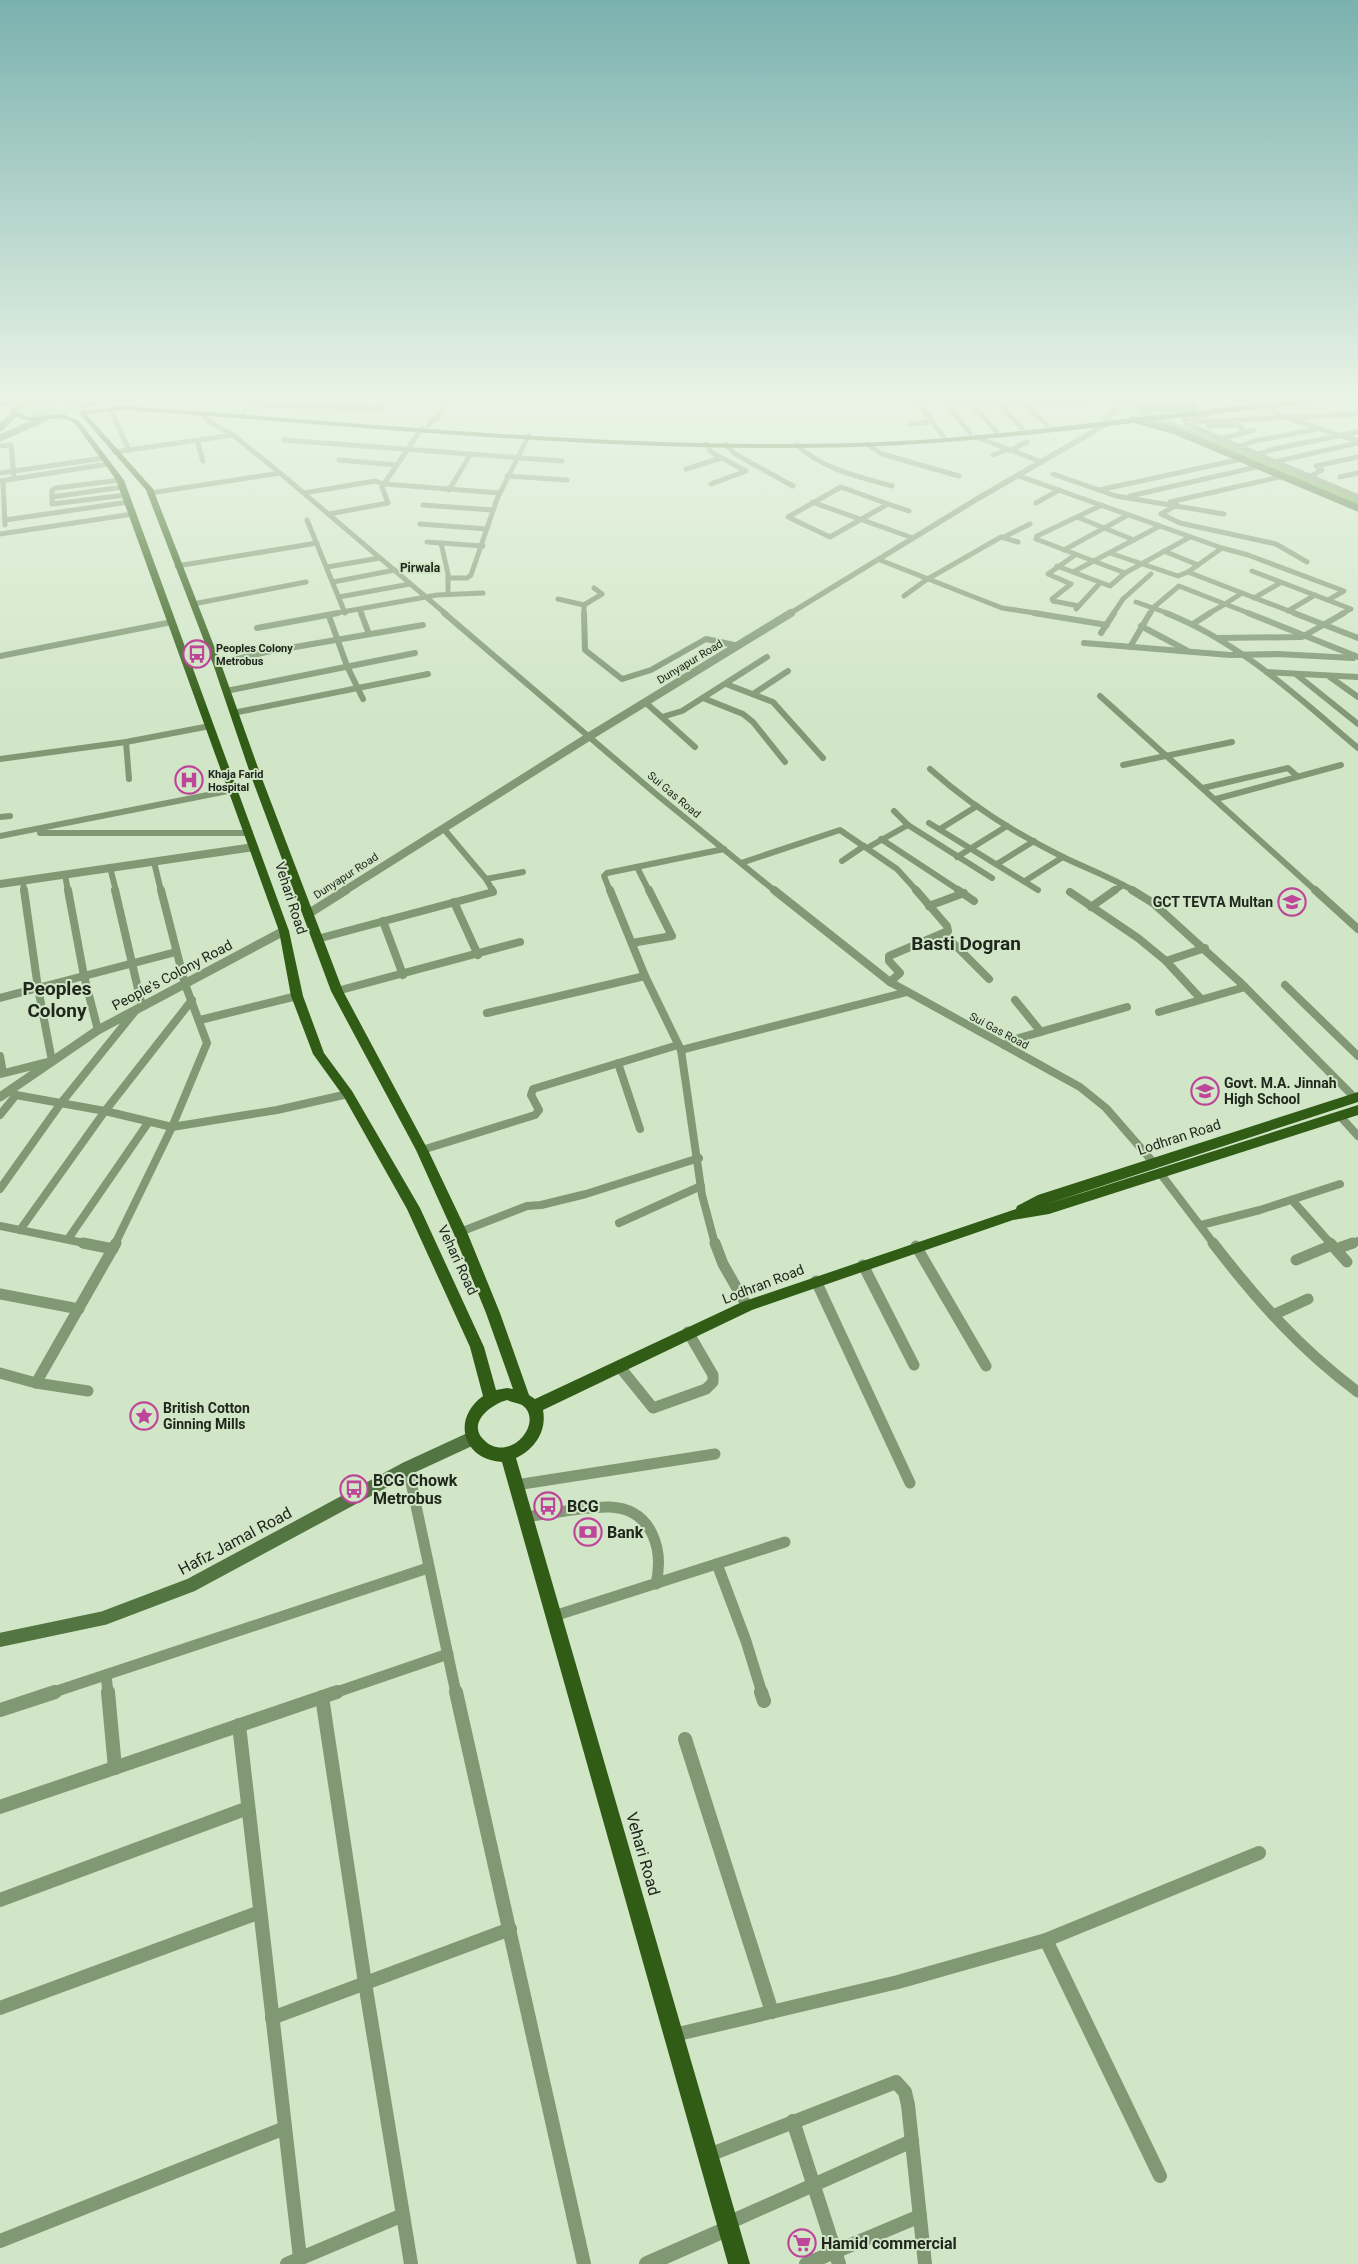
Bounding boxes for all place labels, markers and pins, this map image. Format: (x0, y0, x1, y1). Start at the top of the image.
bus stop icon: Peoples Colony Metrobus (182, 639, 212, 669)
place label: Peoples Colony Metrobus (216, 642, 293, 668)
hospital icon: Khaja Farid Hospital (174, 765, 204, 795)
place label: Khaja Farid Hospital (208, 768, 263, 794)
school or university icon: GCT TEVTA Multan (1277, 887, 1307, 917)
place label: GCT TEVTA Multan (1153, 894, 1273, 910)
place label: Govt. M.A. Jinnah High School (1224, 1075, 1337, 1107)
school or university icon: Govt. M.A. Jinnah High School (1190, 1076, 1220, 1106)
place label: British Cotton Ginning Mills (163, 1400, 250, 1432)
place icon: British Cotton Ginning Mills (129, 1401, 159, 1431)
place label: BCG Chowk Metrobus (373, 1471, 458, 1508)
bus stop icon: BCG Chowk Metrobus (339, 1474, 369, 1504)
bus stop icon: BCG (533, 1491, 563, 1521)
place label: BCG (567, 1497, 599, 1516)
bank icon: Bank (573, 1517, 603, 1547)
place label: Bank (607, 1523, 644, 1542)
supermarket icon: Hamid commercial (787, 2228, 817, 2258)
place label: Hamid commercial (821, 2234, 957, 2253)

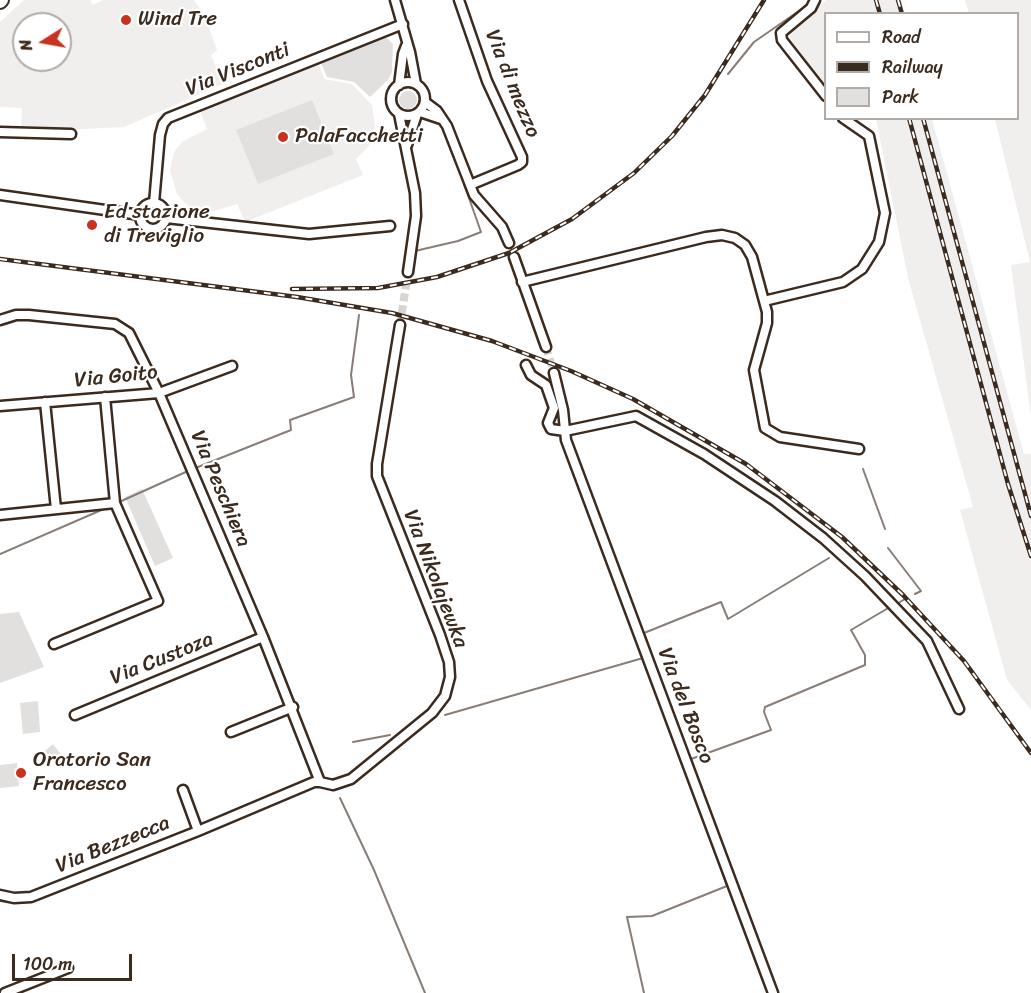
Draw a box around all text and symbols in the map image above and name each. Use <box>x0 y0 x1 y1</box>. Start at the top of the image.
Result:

--

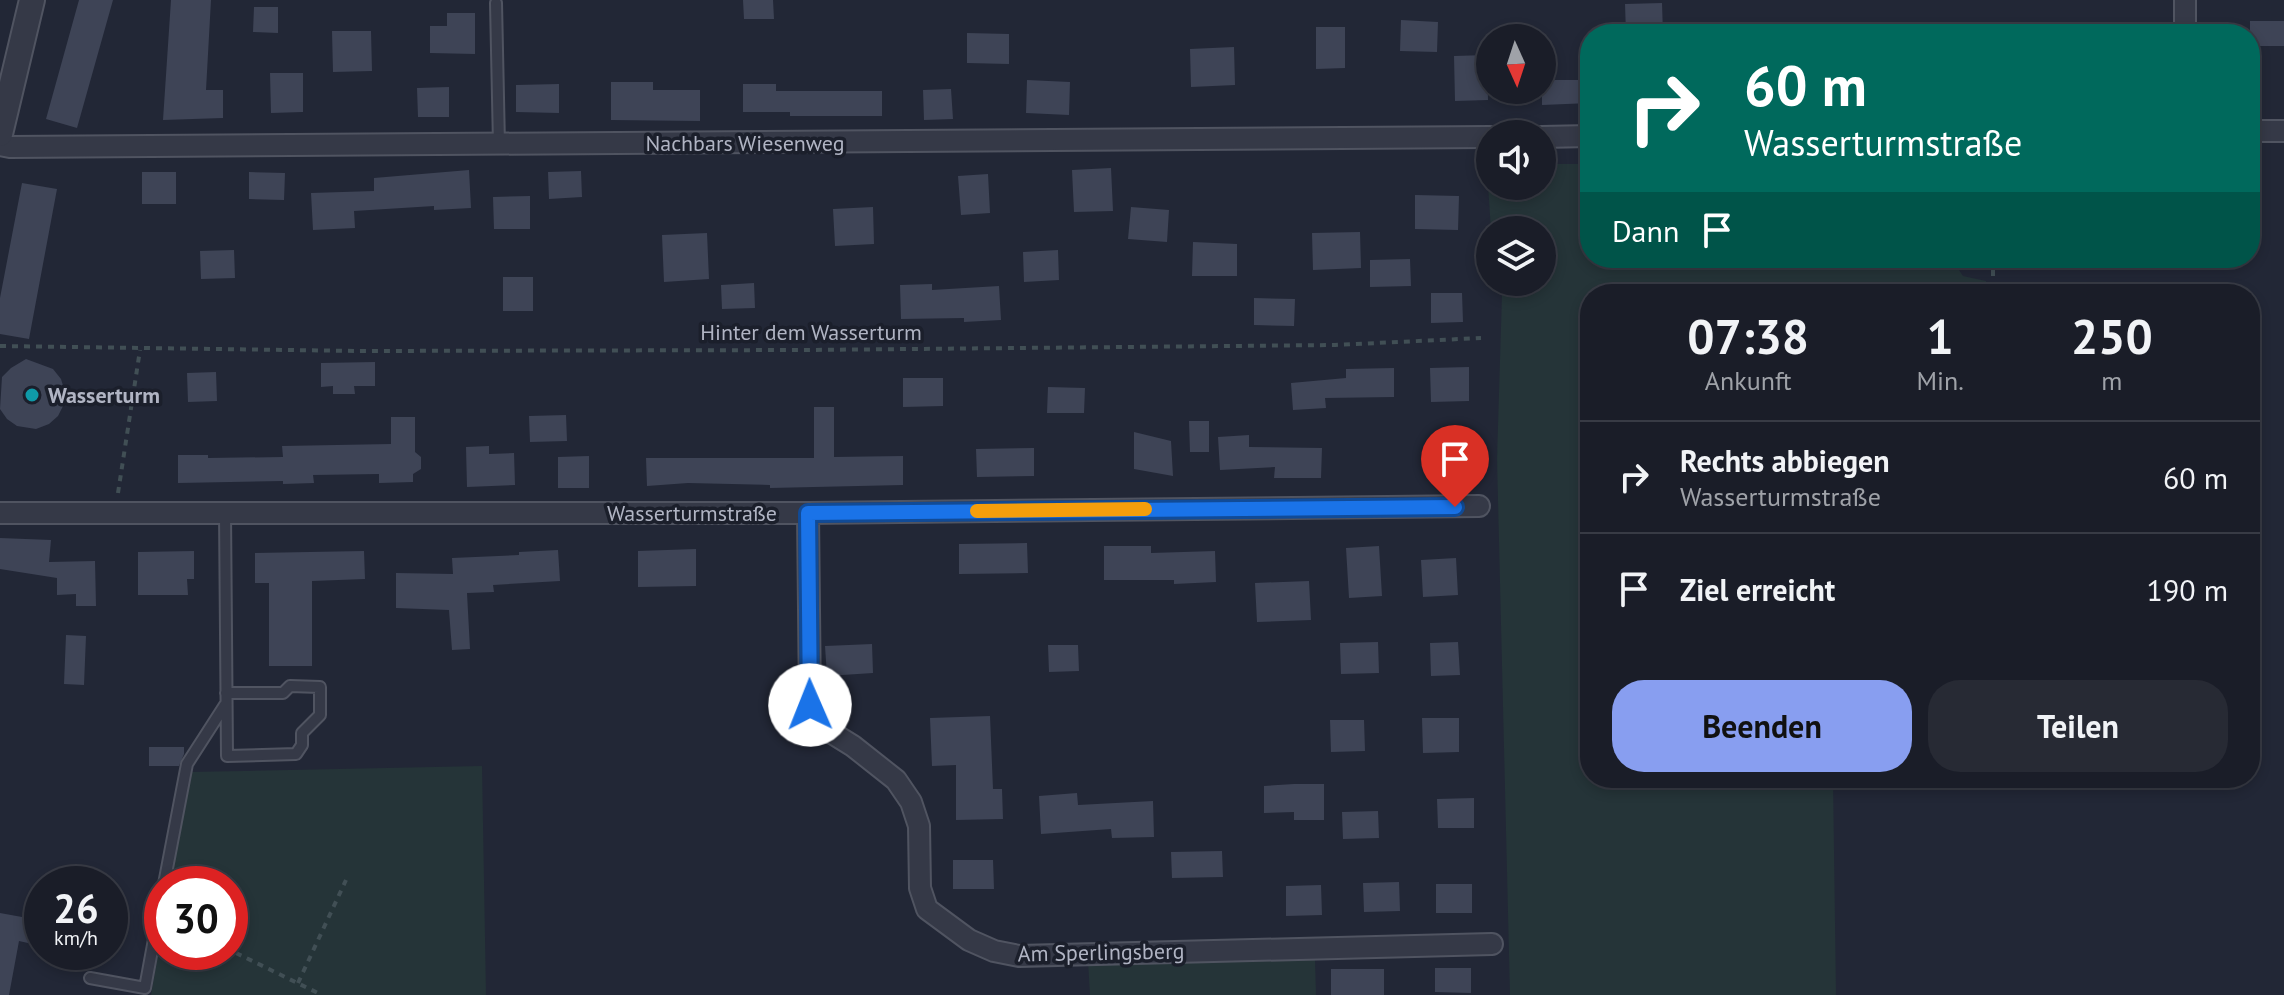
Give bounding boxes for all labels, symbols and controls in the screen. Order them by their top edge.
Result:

#### PROBLEM
Each line above where the word "symbols" occurs should be returned in full.

#### EXERCISE RESULT
Draw a box around all text and symbols in the map image above and name each. Use <box>x0 y0 x1 y1</box>. Start at the top of the image.
Give bounding boxes for all labels, symbols and controls in the screen. Order them by their top edge.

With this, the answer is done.